Polens Außenminister wirft Oettinger falsches Polenbild vor

Der polnische Außenminister Witold Waszczykowski hat Kritik von EU-Politikern an Einschränkungen der Demokratie in Polen zurückgewiesen. «Es wird ein falsches Bild von Polen gezeichnet», sagte er im Nachrichtensender «TVN24».

Er sei beunruhigt über Äußerungen des deutschen EU-Kommissars Günther Oettinger, der in einem Interview angeregt hatte, Polen unter EU-Aufsicht zu stellen. «So führt man keine Politik», sagte Waszczykowski.

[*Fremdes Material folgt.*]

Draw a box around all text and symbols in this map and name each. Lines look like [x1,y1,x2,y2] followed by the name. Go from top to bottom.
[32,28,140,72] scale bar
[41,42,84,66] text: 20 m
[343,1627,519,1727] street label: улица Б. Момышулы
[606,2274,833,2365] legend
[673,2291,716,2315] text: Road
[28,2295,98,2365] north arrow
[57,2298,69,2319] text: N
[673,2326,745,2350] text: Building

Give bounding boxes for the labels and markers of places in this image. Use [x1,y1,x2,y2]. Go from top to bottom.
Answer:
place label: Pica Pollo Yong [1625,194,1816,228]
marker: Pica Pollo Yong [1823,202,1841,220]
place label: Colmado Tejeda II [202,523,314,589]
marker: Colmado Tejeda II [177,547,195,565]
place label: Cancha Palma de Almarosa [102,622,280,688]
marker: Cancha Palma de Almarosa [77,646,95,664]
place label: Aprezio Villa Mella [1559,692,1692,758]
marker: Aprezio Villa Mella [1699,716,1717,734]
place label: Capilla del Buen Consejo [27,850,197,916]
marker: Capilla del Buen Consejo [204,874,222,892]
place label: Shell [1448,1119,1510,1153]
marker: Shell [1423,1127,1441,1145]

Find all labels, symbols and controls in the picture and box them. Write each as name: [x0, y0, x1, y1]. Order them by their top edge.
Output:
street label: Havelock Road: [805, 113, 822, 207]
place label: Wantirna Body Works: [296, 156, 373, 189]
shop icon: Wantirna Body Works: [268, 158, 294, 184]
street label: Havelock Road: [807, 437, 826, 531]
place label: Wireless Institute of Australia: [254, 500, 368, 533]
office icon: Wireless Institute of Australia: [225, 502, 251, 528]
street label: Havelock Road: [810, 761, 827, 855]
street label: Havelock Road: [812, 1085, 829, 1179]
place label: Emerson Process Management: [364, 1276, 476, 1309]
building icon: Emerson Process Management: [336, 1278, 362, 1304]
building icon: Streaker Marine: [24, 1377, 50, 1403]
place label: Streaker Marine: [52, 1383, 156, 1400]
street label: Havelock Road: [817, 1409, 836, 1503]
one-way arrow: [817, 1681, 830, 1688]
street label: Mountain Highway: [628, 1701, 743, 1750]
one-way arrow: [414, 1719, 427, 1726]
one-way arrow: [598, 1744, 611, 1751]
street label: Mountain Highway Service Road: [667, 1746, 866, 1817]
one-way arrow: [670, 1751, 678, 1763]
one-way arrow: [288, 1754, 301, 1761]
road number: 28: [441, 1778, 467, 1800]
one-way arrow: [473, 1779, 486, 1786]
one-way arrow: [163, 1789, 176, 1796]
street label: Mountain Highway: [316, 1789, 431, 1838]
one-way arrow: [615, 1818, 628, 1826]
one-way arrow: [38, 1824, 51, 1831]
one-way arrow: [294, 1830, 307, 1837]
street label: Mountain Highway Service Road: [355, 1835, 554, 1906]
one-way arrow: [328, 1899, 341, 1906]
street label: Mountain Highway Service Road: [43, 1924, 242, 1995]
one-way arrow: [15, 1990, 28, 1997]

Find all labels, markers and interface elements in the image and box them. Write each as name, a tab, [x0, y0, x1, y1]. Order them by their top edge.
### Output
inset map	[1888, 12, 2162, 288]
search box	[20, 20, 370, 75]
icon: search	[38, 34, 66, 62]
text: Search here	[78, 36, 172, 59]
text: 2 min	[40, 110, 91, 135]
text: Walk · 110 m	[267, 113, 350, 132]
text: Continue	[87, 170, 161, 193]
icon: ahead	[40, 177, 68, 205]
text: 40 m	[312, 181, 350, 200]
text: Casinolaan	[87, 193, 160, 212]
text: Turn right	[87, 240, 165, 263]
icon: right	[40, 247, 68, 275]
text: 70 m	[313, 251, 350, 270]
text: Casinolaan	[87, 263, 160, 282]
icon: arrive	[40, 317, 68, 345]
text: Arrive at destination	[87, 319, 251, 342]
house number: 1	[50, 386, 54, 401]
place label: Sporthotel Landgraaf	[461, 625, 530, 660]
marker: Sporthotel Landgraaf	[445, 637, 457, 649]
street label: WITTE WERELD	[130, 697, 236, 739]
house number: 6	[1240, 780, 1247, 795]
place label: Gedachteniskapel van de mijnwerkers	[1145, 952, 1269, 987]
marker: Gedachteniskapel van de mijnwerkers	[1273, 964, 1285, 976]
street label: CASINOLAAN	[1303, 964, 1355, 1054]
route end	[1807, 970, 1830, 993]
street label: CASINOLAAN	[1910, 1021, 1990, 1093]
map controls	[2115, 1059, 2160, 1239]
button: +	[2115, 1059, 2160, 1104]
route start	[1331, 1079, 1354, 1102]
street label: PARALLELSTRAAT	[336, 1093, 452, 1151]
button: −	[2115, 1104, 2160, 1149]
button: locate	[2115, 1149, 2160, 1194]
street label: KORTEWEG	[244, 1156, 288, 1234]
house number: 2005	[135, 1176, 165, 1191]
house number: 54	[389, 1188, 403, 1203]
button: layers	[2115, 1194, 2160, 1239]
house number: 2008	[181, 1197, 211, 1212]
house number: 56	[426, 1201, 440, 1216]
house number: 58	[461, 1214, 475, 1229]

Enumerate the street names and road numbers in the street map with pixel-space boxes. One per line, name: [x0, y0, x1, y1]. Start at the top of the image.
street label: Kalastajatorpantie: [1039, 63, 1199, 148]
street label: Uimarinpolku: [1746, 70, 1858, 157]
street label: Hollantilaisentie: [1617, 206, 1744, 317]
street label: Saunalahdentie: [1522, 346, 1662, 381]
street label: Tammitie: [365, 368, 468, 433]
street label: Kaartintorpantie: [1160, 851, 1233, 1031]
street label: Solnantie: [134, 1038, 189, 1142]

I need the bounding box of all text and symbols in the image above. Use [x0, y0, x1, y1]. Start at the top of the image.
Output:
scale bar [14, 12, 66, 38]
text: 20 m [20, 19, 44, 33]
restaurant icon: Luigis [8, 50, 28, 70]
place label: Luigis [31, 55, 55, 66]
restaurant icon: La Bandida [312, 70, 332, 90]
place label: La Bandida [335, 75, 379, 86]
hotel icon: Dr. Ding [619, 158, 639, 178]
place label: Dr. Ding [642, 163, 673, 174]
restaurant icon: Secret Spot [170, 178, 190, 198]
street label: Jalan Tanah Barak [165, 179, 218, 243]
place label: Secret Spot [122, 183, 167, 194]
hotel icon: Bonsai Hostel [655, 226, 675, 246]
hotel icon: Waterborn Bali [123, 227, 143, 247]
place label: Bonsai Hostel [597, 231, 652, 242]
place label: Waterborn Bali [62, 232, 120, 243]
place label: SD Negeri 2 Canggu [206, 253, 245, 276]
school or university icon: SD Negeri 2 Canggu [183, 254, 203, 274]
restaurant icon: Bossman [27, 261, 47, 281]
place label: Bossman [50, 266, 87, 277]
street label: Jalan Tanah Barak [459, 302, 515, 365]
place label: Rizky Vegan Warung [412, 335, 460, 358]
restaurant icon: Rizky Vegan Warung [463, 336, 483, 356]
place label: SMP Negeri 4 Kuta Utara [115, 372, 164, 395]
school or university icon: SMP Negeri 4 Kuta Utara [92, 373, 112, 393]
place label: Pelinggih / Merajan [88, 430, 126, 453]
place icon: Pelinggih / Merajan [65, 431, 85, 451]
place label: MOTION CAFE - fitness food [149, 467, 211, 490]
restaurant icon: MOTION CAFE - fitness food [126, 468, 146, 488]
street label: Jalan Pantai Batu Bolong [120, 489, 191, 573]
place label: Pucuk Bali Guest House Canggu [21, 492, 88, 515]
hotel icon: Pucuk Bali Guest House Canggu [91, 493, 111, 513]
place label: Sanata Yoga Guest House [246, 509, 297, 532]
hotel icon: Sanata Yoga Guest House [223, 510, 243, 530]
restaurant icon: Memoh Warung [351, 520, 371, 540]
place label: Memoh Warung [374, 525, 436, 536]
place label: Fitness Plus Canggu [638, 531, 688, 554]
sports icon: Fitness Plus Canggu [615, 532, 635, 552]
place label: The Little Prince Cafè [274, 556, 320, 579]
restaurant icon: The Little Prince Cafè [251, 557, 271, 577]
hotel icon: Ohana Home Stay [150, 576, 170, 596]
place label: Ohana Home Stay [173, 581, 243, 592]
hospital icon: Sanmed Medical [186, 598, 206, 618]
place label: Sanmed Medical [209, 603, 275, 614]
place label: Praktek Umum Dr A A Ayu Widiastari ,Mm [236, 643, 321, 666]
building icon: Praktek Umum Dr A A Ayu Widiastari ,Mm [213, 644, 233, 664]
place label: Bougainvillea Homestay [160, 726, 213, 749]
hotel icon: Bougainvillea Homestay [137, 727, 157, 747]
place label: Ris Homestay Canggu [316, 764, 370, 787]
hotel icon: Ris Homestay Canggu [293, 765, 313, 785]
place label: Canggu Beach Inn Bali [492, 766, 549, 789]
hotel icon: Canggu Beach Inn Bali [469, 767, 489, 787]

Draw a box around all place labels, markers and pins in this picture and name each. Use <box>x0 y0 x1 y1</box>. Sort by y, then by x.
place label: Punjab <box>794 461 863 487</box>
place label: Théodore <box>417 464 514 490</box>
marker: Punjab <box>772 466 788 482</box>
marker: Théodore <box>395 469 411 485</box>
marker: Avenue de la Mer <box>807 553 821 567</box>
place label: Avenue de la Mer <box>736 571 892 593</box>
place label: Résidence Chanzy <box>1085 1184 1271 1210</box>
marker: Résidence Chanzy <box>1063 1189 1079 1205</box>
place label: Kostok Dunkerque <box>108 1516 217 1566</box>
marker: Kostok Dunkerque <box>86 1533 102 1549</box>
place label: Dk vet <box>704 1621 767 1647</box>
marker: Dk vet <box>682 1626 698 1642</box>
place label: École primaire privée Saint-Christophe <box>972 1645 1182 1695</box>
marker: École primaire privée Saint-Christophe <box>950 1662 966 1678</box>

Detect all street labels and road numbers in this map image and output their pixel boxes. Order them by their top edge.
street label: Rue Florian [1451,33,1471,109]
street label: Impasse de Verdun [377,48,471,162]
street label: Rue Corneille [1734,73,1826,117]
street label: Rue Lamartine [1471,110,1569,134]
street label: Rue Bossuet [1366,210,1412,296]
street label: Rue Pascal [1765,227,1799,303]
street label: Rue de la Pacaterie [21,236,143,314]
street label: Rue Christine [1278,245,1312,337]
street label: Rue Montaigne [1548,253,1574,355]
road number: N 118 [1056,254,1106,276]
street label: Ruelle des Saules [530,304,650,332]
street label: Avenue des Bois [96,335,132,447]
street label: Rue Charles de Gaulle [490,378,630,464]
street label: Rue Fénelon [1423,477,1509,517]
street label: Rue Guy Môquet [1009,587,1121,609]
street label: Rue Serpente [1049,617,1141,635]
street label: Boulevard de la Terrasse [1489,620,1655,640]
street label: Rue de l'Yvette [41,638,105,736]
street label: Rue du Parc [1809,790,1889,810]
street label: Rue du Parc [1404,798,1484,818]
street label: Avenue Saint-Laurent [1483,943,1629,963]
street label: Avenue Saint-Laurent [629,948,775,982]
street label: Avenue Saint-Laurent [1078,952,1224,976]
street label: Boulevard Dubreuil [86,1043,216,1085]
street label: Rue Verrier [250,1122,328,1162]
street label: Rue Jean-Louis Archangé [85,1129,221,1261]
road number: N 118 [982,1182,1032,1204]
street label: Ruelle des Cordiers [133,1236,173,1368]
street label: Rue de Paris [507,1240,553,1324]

Zuvor hatte der Minister in einem Interview mit der «Bild»-Zeitung (Montag) mehr Solidarität für die neue nationalkonservative Regierung in Warschau gefordert. Der «Bild»-Zeitung (Montag) sagte er: «Etwas mehr Verständnis der Deutschen für unsere politische Situation wäre wünschenswert.» Die Deutschen sollten sich selbst fragen, was sie von Polen erwarten: «Braucht Ihr Polen nur als Pufferzone zu Russland? Als Lieferant billiger Arbeitskräfte?»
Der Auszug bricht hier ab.